In [3]:
# Libraries in use
import pandas as pd
import numpy as np
import plotly.graph_objects as go
import plotly.express as px
import streamlit as st
import matplotlib.pyplot as plt
import seaborn as sns
from datetime import datetime

In [69]:
# Dataset used
dataset = 'netflix_movies.csv'

# Dataframe over dataset
df = pd.read_csv(dataset)

#### **Data pre-processing**

In [None]:
# Check the dataframe information
df.info()

In [6]:
# Selects the columns whose type is object and transforms them into a list
object_columns = df.columns[df.dtypes==object].to_list()

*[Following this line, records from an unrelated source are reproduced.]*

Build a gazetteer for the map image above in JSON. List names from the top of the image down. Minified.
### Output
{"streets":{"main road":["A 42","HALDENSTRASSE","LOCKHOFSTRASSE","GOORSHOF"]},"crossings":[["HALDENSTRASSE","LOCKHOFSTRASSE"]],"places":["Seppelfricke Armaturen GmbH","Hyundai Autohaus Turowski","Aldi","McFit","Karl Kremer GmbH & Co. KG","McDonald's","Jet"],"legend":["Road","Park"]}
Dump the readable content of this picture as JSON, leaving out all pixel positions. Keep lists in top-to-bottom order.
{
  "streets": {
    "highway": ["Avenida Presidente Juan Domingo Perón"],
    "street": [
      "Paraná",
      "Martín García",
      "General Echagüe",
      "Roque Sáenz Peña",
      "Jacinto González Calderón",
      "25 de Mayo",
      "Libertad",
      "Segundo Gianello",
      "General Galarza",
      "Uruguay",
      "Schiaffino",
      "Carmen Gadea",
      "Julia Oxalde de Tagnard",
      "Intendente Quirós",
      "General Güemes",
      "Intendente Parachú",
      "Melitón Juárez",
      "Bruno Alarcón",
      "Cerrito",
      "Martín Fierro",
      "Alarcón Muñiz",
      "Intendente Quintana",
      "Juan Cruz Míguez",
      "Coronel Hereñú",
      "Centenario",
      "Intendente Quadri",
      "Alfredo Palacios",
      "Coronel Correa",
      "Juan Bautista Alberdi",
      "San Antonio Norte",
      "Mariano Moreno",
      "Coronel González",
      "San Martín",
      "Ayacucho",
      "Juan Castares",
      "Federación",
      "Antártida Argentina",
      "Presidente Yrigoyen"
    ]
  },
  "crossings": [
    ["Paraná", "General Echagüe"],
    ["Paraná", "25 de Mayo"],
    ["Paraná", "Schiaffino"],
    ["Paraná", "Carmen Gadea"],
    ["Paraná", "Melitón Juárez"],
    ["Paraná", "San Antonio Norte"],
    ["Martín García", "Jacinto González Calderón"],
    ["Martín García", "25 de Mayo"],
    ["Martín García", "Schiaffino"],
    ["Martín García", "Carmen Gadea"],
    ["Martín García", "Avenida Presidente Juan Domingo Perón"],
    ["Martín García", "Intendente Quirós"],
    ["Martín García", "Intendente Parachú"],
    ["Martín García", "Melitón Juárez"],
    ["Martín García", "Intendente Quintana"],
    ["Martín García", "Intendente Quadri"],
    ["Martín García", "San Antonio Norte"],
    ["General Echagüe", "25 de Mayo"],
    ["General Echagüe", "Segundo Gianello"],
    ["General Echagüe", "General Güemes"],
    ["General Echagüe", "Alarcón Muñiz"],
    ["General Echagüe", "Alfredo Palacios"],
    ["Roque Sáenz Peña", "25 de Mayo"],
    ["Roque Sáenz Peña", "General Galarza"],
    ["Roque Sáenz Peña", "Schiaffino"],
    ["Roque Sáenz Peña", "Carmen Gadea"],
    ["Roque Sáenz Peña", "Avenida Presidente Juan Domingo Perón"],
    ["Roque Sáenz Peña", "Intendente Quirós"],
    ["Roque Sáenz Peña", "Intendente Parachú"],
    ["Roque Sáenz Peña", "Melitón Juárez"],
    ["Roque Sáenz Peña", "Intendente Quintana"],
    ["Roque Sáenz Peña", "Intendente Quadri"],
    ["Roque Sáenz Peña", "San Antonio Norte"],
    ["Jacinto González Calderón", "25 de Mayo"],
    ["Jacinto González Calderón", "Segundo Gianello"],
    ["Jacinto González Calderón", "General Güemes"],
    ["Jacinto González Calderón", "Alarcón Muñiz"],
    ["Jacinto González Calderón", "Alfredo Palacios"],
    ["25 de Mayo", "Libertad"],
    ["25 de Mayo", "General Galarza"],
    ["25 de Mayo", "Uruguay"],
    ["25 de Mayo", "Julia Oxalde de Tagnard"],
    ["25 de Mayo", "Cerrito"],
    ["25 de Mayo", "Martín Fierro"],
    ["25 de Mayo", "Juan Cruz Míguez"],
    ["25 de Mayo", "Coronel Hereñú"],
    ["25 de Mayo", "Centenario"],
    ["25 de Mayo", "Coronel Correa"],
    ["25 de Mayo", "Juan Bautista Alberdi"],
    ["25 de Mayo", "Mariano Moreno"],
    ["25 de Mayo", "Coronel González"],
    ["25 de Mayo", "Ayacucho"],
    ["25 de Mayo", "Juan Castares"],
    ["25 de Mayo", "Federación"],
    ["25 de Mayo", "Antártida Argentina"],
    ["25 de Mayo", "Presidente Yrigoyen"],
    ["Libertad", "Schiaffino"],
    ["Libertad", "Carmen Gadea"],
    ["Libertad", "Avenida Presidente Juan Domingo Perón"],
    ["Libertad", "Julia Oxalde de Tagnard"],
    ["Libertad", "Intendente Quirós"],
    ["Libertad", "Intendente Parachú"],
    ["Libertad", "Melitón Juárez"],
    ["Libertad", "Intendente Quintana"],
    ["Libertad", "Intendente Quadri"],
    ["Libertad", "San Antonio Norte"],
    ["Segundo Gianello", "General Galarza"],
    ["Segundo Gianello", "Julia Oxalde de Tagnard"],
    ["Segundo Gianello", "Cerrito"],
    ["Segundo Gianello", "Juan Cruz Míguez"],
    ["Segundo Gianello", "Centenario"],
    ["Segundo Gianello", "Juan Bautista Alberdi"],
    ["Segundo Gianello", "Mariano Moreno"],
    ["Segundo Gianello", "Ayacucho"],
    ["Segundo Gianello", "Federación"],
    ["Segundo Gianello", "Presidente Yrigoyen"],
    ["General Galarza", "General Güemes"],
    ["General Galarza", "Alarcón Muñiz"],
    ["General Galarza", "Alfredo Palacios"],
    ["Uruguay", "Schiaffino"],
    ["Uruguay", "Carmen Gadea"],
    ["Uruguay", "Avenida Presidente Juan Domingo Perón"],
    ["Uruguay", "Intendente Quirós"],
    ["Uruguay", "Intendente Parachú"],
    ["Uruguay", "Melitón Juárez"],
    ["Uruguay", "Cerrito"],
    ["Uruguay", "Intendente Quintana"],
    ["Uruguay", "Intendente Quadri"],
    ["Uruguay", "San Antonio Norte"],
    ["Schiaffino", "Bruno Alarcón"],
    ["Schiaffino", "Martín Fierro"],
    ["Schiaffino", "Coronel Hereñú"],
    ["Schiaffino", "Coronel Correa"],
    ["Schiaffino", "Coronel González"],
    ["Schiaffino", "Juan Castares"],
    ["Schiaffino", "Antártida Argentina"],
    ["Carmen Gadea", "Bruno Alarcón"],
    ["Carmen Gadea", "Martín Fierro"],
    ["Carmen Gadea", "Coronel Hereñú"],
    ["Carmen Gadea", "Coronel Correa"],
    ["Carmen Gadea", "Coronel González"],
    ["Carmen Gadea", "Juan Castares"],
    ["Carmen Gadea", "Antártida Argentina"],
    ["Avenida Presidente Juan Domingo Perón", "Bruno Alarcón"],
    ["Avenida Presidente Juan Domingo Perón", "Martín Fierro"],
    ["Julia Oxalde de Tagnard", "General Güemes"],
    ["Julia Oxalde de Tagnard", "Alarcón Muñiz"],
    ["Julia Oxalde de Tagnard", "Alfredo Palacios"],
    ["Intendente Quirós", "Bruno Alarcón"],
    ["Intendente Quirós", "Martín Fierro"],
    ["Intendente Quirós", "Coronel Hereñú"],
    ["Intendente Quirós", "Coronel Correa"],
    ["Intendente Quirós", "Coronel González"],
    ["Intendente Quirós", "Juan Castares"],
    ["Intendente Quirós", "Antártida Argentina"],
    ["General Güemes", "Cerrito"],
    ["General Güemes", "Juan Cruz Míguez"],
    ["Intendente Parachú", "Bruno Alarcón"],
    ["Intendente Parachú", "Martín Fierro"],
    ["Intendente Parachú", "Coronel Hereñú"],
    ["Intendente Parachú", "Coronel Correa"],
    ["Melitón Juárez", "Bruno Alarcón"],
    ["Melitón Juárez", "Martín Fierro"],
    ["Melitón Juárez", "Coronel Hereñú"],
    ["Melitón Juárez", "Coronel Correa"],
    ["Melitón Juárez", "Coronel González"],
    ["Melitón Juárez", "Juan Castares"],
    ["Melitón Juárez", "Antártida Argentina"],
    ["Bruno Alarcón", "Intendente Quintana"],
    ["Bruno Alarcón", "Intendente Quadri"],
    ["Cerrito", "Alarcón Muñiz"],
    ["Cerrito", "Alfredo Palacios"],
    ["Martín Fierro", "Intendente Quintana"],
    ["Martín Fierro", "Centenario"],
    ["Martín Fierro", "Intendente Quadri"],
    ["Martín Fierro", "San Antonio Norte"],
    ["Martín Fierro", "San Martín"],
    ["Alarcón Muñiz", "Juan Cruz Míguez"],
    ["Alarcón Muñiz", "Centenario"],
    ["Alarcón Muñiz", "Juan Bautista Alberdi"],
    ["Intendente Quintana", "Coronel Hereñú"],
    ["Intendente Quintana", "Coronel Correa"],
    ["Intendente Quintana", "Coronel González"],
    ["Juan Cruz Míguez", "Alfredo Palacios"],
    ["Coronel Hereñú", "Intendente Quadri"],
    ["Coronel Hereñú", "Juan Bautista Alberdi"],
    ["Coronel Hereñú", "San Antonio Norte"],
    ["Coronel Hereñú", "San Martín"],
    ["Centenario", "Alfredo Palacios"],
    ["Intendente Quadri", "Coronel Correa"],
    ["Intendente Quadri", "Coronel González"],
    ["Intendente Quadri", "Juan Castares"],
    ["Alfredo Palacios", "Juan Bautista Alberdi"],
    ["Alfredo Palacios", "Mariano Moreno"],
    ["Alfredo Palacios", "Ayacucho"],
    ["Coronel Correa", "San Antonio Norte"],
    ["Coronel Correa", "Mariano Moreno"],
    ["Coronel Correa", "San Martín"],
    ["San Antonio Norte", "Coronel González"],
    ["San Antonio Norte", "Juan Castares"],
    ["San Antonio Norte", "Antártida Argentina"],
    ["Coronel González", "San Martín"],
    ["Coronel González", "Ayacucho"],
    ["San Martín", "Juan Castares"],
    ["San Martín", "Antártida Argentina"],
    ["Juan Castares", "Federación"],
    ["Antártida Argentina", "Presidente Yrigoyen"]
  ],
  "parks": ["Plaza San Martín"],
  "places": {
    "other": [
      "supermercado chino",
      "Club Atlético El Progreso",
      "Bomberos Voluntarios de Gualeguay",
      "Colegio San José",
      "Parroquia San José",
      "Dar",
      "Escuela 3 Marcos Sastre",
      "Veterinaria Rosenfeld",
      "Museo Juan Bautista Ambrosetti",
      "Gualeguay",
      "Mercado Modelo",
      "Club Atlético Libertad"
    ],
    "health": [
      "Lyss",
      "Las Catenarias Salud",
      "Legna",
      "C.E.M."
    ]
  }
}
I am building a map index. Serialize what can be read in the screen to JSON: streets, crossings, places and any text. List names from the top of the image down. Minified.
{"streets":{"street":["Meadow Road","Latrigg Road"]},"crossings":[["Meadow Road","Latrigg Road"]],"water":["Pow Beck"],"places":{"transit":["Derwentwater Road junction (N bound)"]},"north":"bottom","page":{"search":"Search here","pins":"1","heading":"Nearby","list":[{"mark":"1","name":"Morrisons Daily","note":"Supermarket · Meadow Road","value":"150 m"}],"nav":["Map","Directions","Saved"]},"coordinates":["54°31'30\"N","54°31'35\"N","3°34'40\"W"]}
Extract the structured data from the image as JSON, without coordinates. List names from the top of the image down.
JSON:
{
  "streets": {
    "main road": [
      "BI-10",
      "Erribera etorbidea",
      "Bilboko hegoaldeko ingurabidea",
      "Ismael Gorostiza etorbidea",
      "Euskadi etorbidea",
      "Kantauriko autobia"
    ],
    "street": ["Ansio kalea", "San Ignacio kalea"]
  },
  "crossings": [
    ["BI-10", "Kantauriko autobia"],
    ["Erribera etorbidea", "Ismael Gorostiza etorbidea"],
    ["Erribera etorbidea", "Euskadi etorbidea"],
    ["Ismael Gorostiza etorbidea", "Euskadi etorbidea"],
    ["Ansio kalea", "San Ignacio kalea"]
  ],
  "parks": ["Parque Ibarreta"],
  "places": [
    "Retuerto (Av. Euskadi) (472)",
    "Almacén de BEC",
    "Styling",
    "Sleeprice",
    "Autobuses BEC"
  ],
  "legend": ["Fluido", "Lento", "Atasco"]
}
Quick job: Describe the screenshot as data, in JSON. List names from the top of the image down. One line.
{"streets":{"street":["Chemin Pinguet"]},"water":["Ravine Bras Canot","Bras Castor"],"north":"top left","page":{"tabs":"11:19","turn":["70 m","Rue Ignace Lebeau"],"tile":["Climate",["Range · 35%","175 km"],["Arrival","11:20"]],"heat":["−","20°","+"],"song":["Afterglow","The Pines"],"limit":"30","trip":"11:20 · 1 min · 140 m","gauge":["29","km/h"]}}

# Do not use column 'date_added'
if 'date_added' in object_columns:
    object_columns.remove('date_added')

# Transform object columns into categorical columns
df[object_columns] = df[object_columns].astype('category')

In [71]:
# Transform the column to the datetime type
df['date_added'] = pd.to_datetime(df['date_added'], errors='coerce')

In [None]:
# Identifies duplicate values
df.duplicated().sum()

In [None]:
# Identifying and displaying null values
df_missing = (
    df.isna().sum() # counts the null values in the dataframe
    .to_frame('missing_count') # Take the Series and turn it into a DataFrame
    .join( # concat
        (
            df.isna().sum() # counts the null values in the dataframe
            / df.shape[0] # Divide the count of null values by the size of the dataframe
        ) 
        .to_frame('missing_pct') # Transforms the Series into Dataframe of the percentage of each null value in the table
    )
    .sort_values('missing_count',ascending=False) # Table sorted by missing_count dataframe
)

df_missing.style.format('{:.2%}',subset=['missing_pct']) # improves the formatting of the percentage in the dataframe

In [96]:
# It is not interesting to delete null values, only rows with full null values.
# Because, we can miss some values in our analysis.
# If you want to drop all rows with null values
# df.dropna(inplace=True)

Show the all Movies & TV Shows released by month -> Graphs

In [72]:
# Selects in the 'date_added' column only the months of the data and counts how many times they appear
month = df['date_added'].dt.month.value_counts().sort_index()

In [None]:
# Plot bar charts
"""
    Show the all Movies & TV Shows released by month
"""
%matplotlib inline
sns.set_theme(style='ticks')
plt.figure(figsize=(12, 6))
month.plot(kind='bar', color='teal', layout='constrained')
plt.title('Movie and Series Releases by Month')
plt.xlabel('Month')
plt.ylabel('Number of Launches')
plt.xticks(ticks=range(12), labels=['Jan', 'Feb', 'Mar', 'Apr', 'May', 'Jun', 'Jul', 'Aug', 'Sep', 'Oct', 'Nov', 'Dec'], rotation=45)
plt.tight_layout()
plt.show()

In [None]:
# Plot bar charts
"""
    Show the all Movies & TV Shows released by month
"""
# Use Seaborn's darkgrid theme for better visuals
sns.set_theme(style="ticks")

# Figure setup
plt.figure(figsize=(12, 6))

# Create bar plot
ax = month.plot(kind='bar', color='teal')
#sns.color_palette('coolwarm', n_colors=12)
# Title and labels
plt.title('Movie and Series Releases by Month', fontsize=16, fontweight='bold')
plt.xlabel('Month', fontsize=12)
plt.ylabel('Number of Launches', fontsize=12)

# Customizing x-ticks
plt.xticks(ticks=range(12), labels=['Jan', 'Feb', 'Mar', 'Apr', 'May', 'Jun', 'Jul', 'Aug', 'Sep', 'Oct', 'Nov', 'Dec'], rotation=45)

# Add data labels
for p in ax.patches:
    ax.annotate(f'{int(p.get_height())}', (p.get_x() * 1.005, p.get_height() * 1.005), fontsize=10, color='black')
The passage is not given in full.